### PROBLEM TO SOLVE
Every line below that mentions the word "Annotation" should be copied out.

■ ■ ■ ■

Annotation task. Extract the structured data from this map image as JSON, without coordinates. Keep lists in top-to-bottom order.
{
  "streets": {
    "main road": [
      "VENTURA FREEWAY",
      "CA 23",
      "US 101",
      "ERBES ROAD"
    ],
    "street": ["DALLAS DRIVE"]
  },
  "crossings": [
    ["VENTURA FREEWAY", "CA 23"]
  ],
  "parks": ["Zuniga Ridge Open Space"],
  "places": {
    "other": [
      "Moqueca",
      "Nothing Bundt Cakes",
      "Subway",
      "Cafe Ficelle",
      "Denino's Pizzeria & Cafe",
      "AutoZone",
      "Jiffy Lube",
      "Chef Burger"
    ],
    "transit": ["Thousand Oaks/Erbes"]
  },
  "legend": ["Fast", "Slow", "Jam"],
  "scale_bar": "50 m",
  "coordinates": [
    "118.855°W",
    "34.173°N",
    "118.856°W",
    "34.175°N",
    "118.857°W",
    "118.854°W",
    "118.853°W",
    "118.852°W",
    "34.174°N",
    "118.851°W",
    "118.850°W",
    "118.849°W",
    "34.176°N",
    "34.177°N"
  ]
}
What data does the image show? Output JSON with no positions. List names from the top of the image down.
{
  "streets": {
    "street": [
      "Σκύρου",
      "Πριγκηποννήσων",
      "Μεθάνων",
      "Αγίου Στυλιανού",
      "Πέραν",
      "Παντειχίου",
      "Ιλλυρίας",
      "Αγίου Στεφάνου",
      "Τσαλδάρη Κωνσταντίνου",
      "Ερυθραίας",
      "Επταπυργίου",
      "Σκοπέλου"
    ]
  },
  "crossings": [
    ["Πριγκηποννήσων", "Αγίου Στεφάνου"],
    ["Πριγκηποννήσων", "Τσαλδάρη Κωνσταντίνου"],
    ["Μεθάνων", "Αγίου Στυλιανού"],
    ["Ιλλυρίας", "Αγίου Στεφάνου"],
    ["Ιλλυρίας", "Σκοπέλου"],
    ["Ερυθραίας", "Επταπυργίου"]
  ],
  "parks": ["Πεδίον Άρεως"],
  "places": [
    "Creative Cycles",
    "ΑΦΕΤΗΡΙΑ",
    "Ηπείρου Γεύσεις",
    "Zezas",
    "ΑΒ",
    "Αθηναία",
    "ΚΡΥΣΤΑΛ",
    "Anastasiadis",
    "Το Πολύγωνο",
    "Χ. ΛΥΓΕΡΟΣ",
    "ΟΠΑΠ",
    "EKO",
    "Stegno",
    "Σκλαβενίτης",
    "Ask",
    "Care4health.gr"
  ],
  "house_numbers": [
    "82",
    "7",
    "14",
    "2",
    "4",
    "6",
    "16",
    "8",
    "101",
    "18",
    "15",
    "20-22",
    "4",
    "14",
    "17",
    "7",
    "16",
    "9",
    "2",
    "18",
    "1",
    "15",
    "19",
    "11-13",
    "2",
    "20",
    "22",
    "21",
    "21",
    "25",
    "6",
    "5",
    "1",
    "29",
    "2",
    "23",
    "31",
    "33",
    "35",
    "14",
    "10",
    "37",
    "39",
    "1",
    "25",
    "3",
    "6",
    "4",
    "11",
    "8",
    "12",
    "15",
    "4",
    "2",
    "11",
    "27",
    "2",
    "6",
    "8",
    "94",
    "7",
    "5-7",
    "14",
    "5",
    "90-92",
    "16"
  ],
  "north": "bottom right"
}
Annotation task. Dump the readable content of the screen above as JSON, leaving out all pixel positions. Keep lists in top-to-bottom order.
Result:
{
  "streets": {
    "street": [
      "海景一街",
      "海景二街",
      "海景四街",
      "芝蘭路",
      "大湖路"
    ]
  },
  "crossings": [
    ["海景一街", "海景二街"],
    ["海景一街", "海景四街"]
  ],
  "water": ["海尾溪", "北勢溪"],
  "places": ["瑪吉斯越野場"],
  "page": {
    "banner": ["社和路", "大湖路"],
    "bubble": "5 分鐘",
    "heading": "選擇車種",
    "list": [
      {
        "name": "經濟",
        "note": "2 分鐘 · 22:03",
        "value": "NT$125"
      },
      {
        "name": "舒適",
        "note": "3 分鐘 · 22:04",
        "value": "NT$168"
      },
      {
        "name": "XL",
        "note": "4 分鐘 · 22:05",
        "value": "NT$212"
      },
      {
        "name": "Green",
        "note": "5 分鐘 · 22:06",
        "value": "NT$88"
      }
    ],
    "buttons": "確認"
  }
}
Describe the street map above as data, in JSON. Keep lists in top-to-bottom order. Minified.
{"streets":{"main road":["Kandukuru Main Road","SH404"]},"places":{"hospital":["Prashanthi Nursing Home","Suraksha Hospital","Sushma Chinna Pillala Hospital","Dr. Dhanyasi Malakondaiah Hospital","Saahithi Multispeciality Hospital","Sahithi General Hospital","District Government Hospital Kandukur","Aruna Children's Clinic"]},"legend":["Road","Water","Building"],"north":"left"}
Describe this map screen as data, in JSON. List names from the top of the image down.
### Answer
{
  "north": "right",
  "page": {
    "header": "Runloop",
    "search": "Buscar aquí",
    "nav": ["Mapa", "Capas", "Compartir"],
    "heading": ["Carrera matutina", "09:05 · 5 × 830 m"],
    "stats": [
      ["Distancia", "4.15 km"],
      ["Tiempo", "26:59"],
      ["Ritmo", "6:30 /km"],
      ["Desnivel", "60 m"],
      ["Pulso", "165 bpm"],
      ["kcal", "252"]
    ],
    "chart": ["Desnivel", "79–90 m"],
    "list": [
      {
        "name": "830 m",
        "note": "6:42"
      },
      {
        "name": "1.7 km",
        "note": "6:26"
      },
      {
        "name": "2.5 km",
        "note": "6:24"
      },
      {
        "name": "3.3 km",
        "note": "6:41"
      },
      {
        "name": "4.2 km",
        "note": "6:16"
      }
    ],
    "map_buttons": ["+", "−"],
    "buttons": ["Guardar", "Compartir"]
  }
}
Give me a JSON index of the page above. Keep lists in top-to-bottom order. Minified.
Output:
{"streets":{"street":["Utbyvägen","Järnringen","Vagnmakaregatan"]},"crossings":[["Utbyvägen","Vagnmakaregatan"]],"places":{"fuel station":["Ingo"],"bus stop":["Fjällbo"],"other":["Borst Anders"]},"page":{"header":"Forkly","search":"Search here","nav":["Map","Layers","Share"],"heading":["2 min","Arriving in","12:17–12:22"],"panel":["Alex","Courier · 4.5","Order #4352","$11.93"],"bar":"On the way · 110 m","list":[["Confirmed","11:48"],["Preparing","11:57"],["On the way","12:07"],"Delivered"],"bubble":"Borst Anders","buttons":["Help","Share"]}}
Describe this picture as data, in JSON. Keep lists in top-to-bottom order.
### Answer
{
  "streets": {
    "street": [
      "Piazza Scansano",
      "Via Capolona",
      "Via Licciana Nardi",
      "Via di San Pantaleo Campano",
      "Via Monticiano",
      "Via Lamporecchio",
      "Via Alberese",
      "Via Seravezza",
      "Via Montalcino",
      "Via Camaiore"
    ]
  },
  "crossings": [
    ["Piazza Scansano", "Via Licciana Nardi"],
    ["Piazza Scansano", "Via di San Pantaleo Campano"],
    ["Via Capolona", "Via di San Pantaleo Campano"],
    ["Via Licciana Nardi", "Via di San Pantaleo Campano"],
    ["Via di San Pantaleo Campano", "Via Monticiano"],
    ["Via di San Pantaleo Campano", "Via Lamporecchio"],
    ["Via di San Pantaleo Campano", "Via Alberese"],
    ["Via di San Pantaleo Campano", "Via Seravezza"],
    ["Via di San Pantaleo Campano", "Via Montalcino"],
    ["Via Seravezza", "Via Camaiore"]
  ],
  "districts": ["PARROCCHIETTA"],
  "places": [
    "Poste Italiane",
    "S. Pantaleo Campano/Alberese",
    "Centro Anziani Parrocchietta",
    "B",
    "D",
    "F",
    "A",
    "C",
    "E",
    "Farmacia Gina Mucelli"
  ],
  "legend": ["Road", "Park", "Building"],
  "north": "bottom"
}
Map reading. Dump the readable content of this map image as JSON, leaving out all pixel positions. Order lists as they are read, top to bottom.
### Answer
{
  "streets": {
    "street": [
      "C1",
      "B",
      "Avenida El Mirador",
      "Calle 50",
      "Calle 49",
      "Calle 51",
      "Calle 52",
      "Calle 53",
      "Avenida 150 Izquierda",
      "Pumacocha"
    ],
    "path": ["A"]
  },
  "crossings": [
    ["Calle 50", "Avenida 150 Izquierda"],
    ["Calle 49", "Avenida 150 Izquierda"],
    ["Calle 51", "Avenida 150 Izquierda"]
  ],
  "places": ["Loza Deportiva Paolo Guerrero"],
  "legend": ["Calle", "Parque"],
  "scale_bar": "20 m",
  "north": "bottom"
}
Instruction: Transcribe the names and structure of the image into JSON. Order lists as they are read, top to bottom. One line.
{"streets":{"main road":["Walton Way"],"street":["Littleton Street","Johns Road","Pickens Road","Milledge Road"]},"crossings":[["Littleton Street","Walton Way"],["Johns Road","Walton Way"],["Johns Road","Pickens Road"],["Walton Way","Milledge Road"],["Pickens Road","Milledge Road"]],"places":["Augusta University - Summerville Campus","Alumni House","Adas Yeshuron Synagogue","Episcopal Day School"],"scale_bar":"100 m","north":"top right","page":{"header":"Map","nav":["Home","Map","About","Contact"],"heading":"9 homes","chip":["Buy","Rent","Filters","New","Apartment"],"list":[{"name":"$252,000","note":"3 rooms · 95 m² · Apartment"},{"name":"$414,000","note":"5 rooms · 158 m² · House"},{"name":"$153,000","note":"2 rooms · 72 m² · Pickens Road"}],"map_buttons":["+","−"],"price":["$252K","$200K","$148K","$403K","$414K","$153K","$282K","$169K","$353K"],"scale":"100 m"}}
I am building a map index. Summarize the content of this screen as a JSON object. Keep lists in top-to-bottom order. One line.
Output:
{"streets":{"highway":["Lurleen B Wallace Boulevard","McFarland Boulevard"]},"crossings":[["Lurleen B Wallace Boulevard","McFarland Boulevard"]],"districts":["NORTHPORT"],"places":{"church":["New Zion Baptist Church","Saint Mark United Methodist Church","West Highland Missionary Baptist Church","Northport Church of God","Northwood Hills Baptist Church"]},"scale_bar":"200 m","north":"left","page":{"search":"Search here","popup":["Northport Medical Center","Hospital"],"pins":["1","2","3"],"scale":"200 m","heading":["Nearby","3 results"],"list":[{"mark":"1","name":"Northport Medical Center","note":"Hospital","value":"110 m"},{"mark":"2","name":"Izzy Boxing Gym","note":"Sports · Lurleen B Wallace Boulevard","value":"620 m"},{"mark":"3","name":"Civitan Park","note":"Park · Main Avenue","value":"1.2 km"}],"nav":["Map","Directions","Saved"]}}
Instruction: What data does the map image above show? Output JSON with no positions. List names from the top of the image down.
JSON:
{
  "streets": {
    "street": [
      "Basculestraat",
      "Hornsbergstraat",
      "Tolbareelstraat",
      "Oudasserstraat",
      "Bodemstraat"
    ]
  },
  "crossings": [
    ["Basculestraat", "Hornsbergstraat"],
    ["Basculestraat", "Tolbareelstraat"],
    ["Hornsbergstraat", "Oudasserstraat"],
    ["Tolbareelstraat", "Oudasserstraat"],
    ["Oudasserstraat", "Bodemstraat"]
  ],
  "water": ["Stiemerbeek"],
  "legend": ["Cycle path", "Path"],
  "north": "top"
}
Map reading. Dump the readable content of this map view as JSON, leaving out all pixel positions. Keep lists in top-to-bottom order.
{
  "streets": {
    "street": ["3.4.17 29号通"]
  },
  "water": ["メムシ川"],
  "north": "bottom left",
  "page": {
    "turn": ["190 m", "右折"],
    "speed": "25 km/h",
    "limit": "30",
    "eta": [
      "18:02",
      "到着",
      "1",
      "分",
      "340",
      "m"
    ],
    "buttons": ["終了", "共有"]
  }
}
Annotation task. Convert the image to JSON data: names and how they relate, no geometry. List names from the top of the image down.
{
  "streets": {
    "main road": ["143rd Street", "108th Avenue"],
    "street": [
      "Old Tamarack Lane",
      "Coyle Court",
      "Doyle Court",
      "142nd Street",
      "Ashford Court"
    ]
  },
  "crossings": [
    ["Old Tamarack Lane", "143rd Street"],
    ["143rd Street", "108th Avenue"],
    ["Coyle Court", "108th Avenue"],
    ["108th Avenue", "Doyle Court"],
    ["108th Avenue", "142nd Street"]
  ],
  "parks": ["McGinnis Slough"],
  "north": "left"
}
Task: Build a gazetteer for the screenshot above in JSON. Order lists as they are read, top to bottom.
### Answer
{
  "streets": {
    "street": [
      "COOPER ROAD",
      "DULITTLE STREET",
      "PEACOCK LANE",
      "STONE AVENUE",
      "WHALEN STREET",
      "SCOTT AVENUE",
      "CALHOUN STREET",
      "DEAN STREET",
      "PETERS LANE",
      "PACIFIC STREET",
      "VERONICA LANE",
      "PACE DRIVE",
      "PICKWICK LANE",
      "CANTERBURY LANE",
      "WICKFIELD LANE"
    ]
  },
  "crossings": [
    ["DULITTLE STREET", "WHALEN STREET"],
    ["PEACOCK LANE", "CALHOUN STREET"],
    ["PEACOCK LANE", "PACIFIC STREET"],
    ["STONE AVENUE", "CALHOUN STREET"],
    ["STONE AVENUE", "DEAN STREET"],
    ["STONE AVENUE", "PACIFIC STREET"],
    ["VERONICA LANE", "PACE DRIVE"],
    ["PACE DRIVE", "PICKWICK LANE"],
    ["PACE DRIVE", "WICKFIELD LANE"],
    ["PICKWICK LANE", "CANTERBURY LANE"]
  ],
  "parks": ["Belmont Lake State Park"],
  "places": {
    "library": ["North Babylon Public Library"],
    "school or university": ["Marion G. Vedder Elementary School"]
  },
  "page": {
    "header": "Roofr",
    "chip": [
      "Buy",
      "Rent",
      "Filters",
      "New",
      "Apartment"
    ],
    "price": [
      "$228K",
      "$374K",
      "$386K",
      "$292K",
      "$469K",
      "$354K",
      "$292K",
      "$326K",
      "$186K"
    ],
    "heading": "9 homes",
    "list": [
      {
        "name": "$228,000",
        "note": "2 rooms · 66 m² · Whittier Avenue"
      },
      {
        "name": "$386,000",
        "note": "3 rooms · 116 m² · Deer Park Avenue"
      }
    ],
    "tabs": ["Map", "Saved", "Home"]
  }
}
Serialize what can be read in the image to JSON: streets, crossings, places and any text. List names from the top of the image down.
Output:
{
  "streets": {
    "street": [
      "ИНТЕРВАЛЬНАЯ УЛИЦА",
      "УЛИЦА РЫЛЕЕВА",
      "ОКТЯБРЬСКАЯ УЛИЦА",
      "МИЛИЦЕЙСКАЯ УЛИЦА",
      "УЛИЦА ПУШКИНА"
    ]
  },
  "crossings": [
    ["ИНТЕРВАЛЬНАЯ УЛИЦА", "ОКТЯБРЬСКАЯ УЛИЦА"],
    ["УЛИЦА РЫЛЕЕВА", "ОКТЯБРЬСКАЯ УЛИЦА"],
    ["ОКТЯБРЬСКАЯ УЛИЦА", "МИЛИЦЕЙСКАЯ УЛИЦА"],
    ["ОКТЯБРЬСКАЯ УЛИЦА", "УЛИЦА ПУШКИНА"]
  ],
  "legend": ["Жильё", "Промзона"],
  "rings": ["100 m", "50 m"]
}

■ ■ ■ ■

### ANSWER TO THE PROBLEM
Annotation task. Extract the structured data from this map image as JSON, without coordinates. Keep lists in top-to-bottom order.
Annotation task. Dump the readable content of the screen above as JSON, leaving out all pixel positions. Keep lists in top-to-bottom order.
Annotation task. Convert the image to JSON data: names and how they relate, no geometry. List names from the top of the image down.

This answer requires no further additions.